**DATASET RECORDS:**
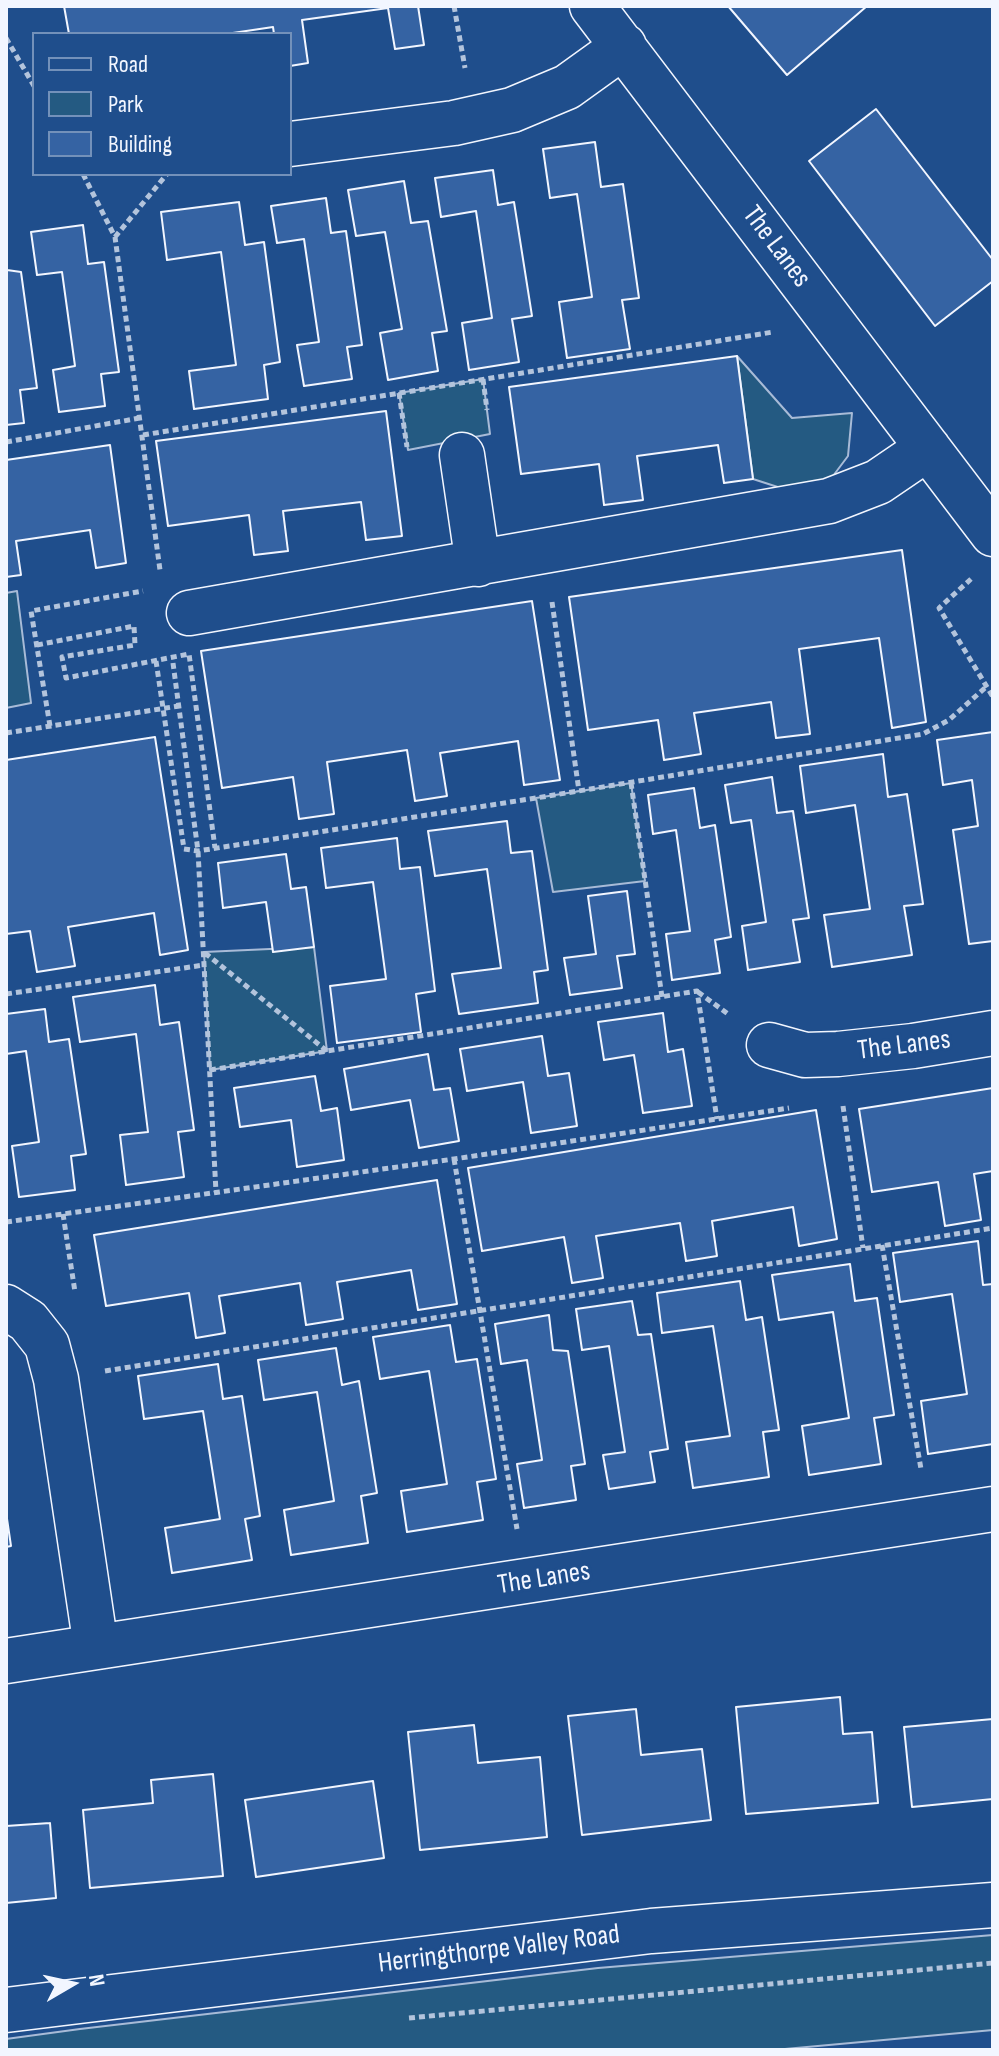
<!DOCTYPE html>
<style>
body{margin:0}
#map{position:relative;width:999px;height:2056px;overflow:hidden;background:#1f4e8c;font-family:"Sofia Sans Condensed",sans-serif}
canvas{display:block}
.frame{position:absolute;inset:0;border:8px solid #f2f6ff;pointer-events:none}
.legend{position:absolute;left:32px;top:32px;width:260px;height:144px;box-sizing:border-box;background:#1f4e8c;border:2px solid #7391ba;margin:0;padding:10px 14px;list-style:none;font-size:24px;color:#f2f6ff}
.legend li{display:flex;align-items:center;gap:16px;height:40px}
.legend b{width:40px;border:2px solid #7391ba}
.north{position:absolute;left:32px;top:1944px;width:80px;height:80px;-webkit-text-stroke:6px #1f4e8c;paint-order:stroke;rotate:81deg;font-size:22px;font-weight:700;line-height:32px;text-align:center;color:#f2f6ff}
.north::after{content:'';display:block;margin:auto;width:28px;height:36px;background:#f2f6ff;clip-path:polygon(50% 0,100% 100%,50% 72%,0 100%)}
</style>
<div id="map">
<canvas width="999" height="2056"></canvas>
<div class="frame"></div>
<ul class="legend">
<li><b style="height:10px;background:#1f4e8c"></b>Road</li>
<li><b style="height:22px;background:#245a82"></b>Park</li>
<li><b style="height:22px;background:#3563a3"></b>Building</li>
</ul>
<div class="north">N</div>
</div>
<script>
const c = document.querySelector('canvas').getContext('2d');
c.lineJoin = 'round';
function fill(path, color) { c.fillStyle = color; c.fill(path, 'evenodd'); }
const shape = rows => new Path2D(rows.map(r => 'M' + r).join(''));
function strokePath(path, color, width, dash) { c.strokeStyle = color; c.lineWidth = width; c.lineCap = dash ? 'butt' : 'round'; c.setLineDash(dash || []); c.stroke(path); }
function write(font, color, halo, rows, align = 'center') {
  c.font = font + ' "Sofia Sans Condensed",sans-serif'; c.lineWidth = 6; c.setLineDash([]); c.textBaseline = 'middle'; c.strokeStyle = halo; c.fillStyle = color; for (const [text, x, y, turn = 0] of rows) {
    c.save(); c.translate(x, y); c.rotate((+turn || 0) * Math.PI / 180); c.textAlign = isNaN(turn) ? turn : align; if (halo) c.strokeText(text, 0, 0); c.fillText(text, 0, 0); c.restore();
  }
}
const green = shape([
 [737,356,792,418,852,413,848,456,830,480,787,490,753,479,737,356],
 [483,379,490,434,408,450,399,393,483,379],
 [17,591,31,703,6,708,6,593,17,591],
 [631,783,645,881,553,892,536,798,631,783],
 [314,947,327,1051,210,1070,204,952,314,947],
 [993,1935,993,2030,774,2050,6,2050,6,2039,80,2029,598,1968,993,1935]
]);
fill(green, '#245a82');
strokePath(green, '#a8bbd7', 2);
const building = shape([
 [64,6,418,6,424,45,395,49,388,8,302,20,308,63,290,66,290,34,274,34,273,27,226,34,69,34,64,6],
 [728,6,867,6,787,75,728,6],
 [876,109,993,260,993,281,935,326,809,161,876,109],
 [595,142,601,187,623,184,639,298,622,300,630,349,567,358,559,302,592,297,577,194,550,198,543,149,595,142],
 [493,170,498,205,514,202,532,316,512,319,519,362,469,370,462,323,492,318,476,211,441,217,435,178,493,170],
 [404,181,411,223,428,221,447,331,432,333,438,371,388,380,380,333,402,329,385,232,356,236,348,190,404,181],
 [326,198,331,233,346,231,362,345,347,347,352,379,304,386,297,345,319,342,304,239,277,243,271,206,326,198],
 [239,202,245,245,264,242,280,362,264,365,268,399,194,409,189,371,236,365,221,252,167,260,161,212,239,202],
 [83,225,88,264,104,262,119,372,101,374,105,406,59,412,53,370,75,366,62,272,37,275,31,232,83,225],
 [6,264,7,270,21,272,37,388,20,390,24,423,6,425,6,264],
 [737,356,753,479,724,483,718,445,637,456,643,500,604,505,599,464,521,474,509,387,737,356],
 [386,411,402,536,366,540,361,502,283,511,288,551,254,555,249,515,168,526,156,441,386,411],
 [110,445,126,563,96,568,90,530,16,541,21,575,6,577,6,460,110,445],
 [902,550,926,722,892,728,879,638,799,649,810,734,776,738,771,702,694,713,701,754,664,760,658,720,588,730,569,597,902,550],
 [532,601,560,780,524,785,518,741,440,753,447,796,415,801,407,750,327,762,334,814,299,819,293,777,222,788,201,651,532,601],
 [993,732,993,941,969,944,953,830,978,826,972,780,943,785,937,740,993,732],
 [155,737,188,950,160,955,154,913,68,927,75,966,37,972,30,931,6,934,6,760,155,737],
 [883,754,888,797,907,794,923,904,904,906,912,955,832,967,824,915,870,909,855,805,806,813,800,766,883,754],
 [772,777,777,813,793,811,809,918,793,920,800,962,748,970,742,926,766,922,751,820,731,823,725,785,772,777],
 [694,788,700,828,715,825,731,937,715,940,720,973,672,980,666,934,690,931,676,830,653,834,648,795,694,788],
 [507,821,511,853,532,851,548,970,534,972,538,1003,459,1014,452,974,501,968,487,869,435,876,428,831,507,821],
 [397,838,400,869,420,867,435,991,416,994,421,1032,337,1043,330,986,386,979,373,882,326,888,321,848,397,838],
 [286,854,291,889,306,887,314,947,273,952,266,902,223,908,218,863,286,854],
 [627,891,635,954,617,956,622,988,570,995,564,958,596,954,588,896,627,891],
 [155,985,160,1025,179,1022,194,1130,178,1132,184,1177,126,1185,120,1135,148,1132,136,1034,80,1042,73,997,155,985],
 [45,1009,49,1042,69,1039,86,1154,71,1156,75,1190,19,1197,12,1146,39,1142,26,1051,6,1054,6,1014,45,1009],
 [663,1013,668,1052,683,1049,692,1106,643,1113,634,1055,604,1060,598,1022,663,1013],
 [542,1036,548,1076,569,1073,577,1126,531,1133,523,1082,467,1091,460,1049,542,1036],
 [428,1054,434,1090,450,1088,459,1141,419,1148,410,1100,351,1110,344,1069,428,1054],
 [315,1076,321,1111,337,1108,344,1160,297,1167,291,1120,240,1127,234,1088,315,1076],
 [993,1088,993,1171,974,1174,981,1220,945,1226,938,1182,872,1192,859,1109,993,1088],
 [816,1110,837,1239,799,1246,793,1207,712,1221,717,1256,686,1261,680,1223,596,1236,603,1278,572,1283,564,1237,482,1251,468,1168,816,1110],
 [437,1180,457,1304,418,1310,411,1270,337,1282,343,1319,306,1325,300,1283,219,1296,225,1333,196,1338,189,1293,106,1306,94,1235,437,1180],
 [978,1241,983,1285,993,1284,993,1444,928,1454,921,1401,967,1394,952,1294,900,1302,893,1253,978,1241],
 [850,1264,855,1301,877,1298,894,1415,874,1418,881,1464,809,1475,802,1426,849,1418,833,1312,779,1320,772,1275,850,1264],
 [740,1281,746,1320,762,1317,779,1430,763,1432,769,1477,693,1488,686,1442,730,1436,713,1326,662,1333,657,1293,740,1281],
 [632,1301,638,1335,651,1334,668,1449,650,1452,655,1482,609,1489,603,1455,625,1452,609,1346,582,1350,576,1309,632,1301],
 [549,1315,553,1350,568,1351,585,1464,571,1466,576,1500,524,1508,517,1464,542,1460,527,1360,501,1364,495,1324,549,1315],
 [450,1325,456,1362,477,1359,496,1479,477,1482,483,1520,407,1532,401,1491,447,1484,429,1371,380,1379,373,1337,450,1325],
 [336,1348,342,1385,359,1381,377,1493,361,1496,368,1543,291,1555,284,1510,334,1501,317,1392,264,1400,258,1360,336,1348],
 [218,1364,223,1399,242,1396,260,1516,245,1519,252,1560,172,1573,165,1528,220,1519,203,1411,144,1419,138,1376,218,1364],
 [6,1512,11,1546,6,1547,6,1512],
 [840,1697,843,1734,872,1732,878,1803,746,1814,736,1707,840,1697],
 [636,1709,641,1755,702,1749,711,1820,582,1835,568,1716,636,1709],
 [993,1719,993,1799,912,1807,904,1727,993,1719],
 [474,1725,478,1763,540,1757,547,1837,420,1850,408,1732,474,1725],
 [213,1774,223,1876,90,1888,83,1810,153,1803,151,1780,213,1774],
 [373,1781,384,1858,256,1877,245,1800,373,1781],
 [50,1823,56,1898,6,1903,6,1826,50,1823]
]);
fill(building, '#3563a3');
strokePath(building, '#f2f6ff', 2);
const minor = shape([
 [592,6,993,534],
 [290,144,454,123,512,110,567,87,624,46],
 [462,455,478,564],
 [189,613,829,501,878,482,928,448],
 [769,1045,805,1055,838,1054,913,1046,993,1033],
 [6,1307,28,1321,47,1345,56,1379,96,1647],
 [6,1661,993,1509],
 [6,2010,651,1931,993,1905]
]);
strokePath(minor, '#f2f6ff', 47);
strokePath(shape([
 [454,6,465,68],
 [6,38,34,86],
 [83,174,115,237,160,570],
 [115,237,167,174],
 [483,379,487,410],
 [399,393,407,447],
 [143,435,773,332],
 [6,442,140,418],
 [971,579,939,608,993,697],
 [552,602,579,791],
 [173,663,198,851,216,1192],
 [50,726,31,611,143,591],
 [6,733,179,706],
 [631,783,662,997],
 [184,849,198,851,536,798,923,734,949,720,986,687],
 [205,953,327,1051],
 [698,992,728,1014],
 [6,994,204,965],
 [210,1070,697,991,717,1119],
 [843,1106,863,1248],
 [454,1159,517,1529],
 [63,1214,75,1292],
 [6,1222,454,1159,789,1108],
 [882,1245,921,1469],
 [105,1371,993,1228],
 [409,2018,993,1963]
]), '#b3c4dc', 5, [6, 4]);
strokePath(minor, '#1f4e8c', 44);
strokePath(shape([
 [37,645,134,626,135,645,62,657,66,678,189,654,215,848],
 [156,661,184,849]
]), '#b3c4dc', 5, [6, 4]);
write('28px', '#f2f6ff', '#1f4e8c', [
 ["The Lanes",776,247,53],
 ["The Lanes",904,1046,-7],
 ["The Lanes",544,1579,-9],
 ["Herringthorpe Valley Road",499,1950,-7]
]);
</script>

**ACTIVITY:**
Only the lines containing "rows" are needed; pull them out of the listing.

**TASK ANSWER:**
const shape = rows => new Path2D(rows.map(r => 'M' + r).join(''));
function write(font, color, halo, rows, align = 'center') {
  c.font = font + ' "Sofia Sans Condensed",sans-serif'; c.lineWidth = 6; c.setLineDash([]); c.textBaseline = 'middle'; c.strokeStyle = halo; c.fillStyle = color; for (const [text, x, y, turn = 0] of rows) {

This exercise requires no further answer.